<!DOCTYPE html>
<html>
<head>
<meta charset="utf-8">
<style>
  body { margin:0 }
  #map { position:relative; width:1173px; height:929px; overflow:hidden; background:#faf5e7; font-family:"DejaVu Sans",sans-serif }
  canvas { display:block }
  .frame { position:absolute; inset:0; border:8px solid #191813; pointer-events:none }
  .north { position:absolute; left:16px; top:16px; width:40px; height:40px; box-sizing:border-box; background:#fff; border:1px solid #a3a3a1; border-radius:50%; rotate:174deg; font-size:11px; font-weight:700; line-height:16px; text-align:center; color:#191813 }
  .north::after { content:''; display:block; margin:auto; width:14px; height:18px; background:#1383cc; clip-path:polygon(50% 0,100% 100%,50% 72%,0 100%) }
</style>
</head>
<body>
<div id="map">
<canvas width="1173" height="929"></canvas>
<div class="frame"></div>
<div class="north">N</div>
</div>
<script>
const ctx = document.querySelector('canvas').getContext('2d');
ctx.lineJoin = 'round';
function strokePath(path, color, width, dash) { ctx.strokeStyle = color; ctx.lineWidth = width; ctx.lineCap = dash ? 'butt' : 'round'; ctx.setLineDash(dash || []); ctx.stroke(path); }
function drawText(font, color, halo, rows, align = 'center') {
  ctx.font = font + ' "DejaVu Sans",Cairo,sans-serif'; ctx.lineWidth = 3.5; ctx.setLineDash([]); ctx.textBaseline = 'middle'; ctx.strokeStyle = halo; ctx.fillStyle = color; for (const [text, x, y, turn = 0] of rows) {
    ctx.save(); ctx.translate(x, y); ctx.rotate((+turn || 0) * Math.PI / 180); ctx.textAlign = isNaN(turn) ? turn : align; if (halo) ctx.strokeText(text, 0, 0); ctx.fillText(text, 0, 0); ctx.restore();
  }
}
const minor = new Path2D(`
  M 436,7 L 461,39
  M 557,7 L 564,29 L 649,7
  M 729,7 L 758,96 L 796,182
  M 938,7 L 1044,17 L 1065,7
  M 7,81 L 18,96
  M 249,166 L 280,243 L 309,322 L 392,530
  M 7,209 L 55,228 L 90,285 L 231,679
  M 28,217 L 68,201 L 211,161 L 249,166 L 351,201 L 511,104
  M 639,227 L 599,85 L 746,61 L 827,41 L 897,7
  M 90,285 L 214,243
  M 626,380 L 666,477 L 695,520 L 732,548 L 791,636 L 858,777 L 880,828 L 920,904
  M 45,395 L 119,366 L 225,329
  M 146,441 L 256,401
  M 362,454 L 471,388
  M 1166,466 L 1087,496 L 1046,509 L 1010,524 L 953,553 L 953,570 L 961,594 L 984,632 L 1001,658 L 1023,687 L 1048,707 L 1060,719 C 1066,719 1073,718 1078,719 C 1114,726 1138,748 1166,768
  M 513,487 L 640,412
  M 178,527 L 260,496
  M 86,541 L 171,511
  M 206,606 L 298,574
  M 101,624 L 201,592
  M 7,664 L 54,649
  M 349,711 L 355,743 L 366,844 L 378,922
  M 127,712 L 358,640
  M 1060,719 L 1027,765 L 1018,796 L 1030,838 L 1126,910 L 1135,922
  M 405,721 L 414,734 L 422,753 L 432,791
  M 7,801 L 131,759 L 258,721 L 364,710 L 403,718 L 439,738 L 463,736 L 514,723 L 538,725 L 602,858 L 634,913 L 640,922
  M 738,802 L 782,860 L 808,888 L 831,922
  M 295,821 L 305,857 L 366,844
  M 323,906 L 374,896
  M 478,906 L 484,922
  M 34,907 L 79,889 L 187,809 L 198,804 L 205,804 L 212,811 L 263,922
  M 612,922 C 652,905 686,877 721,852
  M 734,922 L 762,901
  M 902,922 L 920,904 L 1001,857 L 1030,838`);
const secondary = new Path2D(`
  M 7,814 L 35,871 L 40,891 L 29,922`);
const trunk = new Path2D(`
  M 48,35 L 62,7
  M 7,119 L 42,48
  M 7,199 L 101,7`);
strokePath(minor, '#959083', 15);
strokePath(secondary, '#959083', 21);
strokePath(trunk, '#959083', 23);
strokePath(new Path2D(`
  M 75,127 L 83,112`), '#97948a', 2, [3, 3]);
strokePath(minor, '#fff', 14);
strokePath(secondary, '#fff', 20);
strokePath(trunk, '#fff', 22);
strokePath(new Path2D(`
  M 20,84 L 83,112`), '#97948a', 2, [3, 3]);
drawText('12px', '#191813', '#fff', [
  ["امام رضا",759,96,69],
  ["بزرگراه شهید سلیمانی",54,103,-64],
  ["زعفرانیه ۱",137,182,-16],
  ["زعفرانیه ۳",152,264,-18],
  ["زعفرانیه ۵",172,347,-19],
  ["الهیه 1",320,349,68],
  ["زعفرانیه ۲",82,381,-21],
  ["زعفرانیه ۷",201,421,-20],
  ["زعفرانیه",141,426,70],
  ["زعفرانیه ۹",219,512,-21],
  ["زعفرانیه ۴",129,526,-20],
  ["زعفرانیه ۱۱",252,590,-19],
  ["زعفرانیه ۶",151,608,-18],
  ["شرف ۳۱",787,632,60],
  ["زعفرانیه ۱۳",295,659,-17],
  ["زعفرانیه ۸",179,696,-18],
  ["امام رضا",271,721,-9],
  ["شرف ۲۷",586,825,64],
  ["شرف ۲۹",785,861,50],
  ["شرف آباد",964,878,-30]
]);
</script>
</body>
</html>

┄┄┄┄┄┄┄┄┄┄┄┄┄┄┄┄┄┄┄┄

◆ What is required:
Filter the records above, keeping each line that contains the word "serif".

◆ Output below:
  #map { position:relative; width:1173px; height:929px; overflow:hidden; background:#faf5e7; font-family:"DejaVu Sans",sans-serif }
  ctx.font = font + ' "DejaVu Sans",Cairo,sans-serif'; ctx.lineWidth = 3.5; ctx.setLineDash([]); ctx.textBaseline = 'middle'; ctx.strokeStyle = halo; ctx.fillStyle = color; for (const [text, x, y, turn = 0] of rows) {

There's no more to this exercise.